Ullmann: Das lässt sich pauschal nicht beantworten. Klar ist aber: Allein auf politischer Ebene können wir die Probleme nicht lösen. Wir brauchen zusätzlich privatwirtschaftliche Initiativen und Unternehmenspartnerschaften. Das gilt sowohl für den Aufbau neuer Produktion als auch für die Modernisierung bestehender Werke.

Welche Rolle spielen die politischen Verhältnisse? Die Lage vor Ort ist nicht überall stabil.

Professor Andrew Ullmann leitet den Unterausschuss Globale Gesundheit.

Professor Andrew Ullmann leitet den Unterausschuss Globale Gesundheit.

Ullmann: Natürlich ist auch die politische Stabilität vor Ort entscheidend für die Investitionsbereitschaft der Industrie. In einigen Ländern gibt es aber bereits Leuchtturmprojekte, darunter in Ruanda. Dort hat Biontech zuletzt ein Impfstoffwerk aufgebaut.

In der Produktion werden viele Fachkräfte gebraucht. Kann Afrika diesen Bedarf überhaupt decken?

Ullmann: Das ist tatsächlich eine große Herausforderung, aber viele Länder sind bereit, zu investieren. Ruanda beispielsweise plant eine breit angelegte Bildungsreform, um an den Schulen die Fachkräfte von morgen ausbilden zu können. Natürlich kommt zugleich Unterstützung aus dem Ausland. Das Bundesministerium für wirtschaftliche Zusammenarbeit und Entwicklung etwa hilft bei der Qualifizierung von Fachkräften – für die Produktion, aber auch für die Arbeit der Regulierungsbehörden vor Ort.
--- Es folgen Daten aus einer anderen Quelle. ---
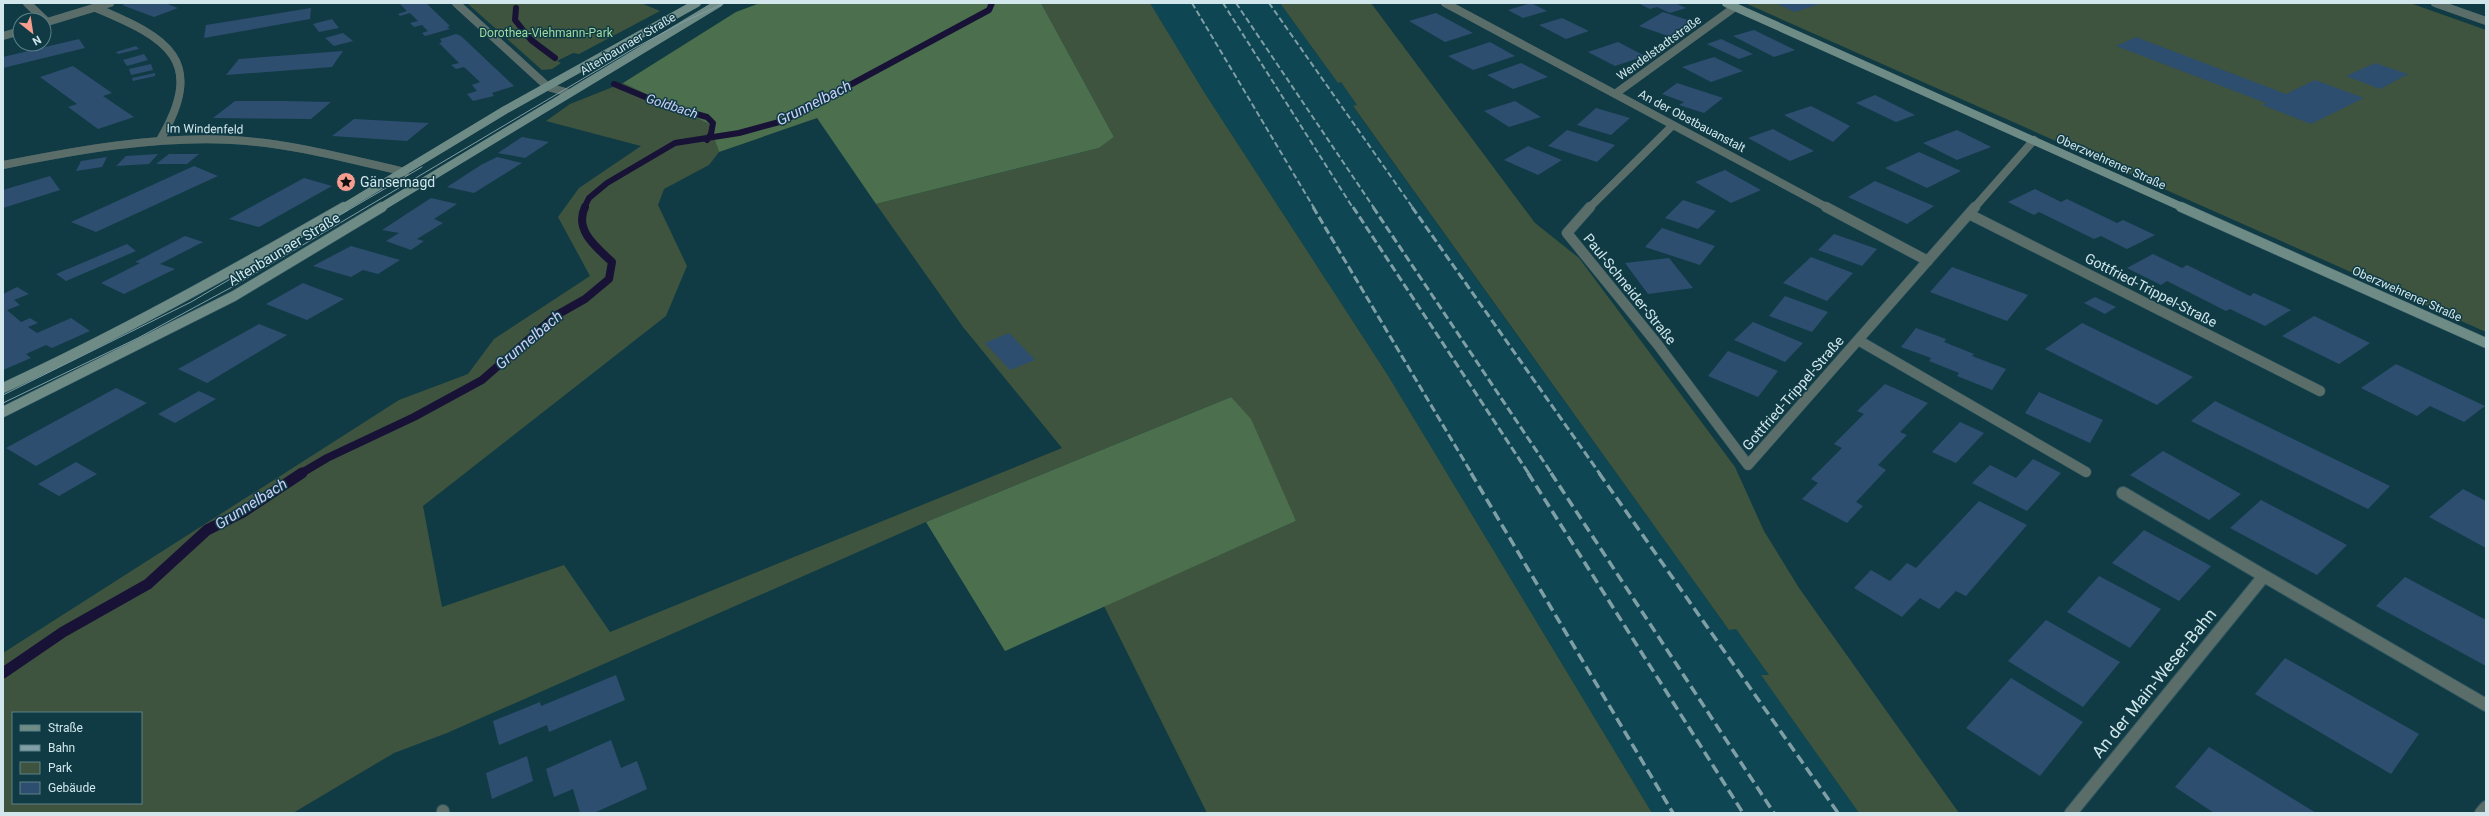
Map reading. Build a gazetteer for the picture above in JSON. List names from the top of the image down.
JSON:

Aktuell ist der Kontinent in allen Bereichen abhängig von Importen, vor allem aus Indien und China

Abgesehen von Impfstoffen: Welche Medikamente könnte Afrika in Zukunft produzieren?

Ullmann: Neben Impfstoffen werden auch Mittel gegen HIV, Malaria und Tuberkulose in Afrika dringend gebraucht. Aktuell ist der Kontinent in allen Bereichen abhängig von Importen, vor allem aus Indien und China. Daran wird sich allerdings nur dann etwas ändern, wenn es gelingt, die gesamte Produktionskette nach Afrika zu holen. Das heißt: Es reicht nicht, wenn vor Ort Wirkstoffe in Tabletten gepresst werden. Auch die Arzneimittelrohstoffe selbst müssen in Afrika hergestellt werden.

Mehr Produktion vor der eigenen Haustür, das versuchen wir auch in Deutschland zu erreichen. Wie weit sind wir schon gekommen?

Ullmann: Es gab Fortschritte. In Deutschland haben wir mit dem Impfstoffwerk in Marburg bewiesen, dass wir schnell sein können, wenn es darauf ankommt. Die Produktion wurde noch während der Pandemie in nur neun Monaten hochgezogen. Nach diesem Vorbild müssen wir Genehmigungsprozesse weiter verschlanken und Bürokratie abbauen, so wird Deutschland attraktiver als Produktionsstandort. Von heute auf morgen kann das allerdings nicht gelingen. Nachhaltige Erfolge wird man vermutlich erst nach fünf bis zehn Jahren sehen können.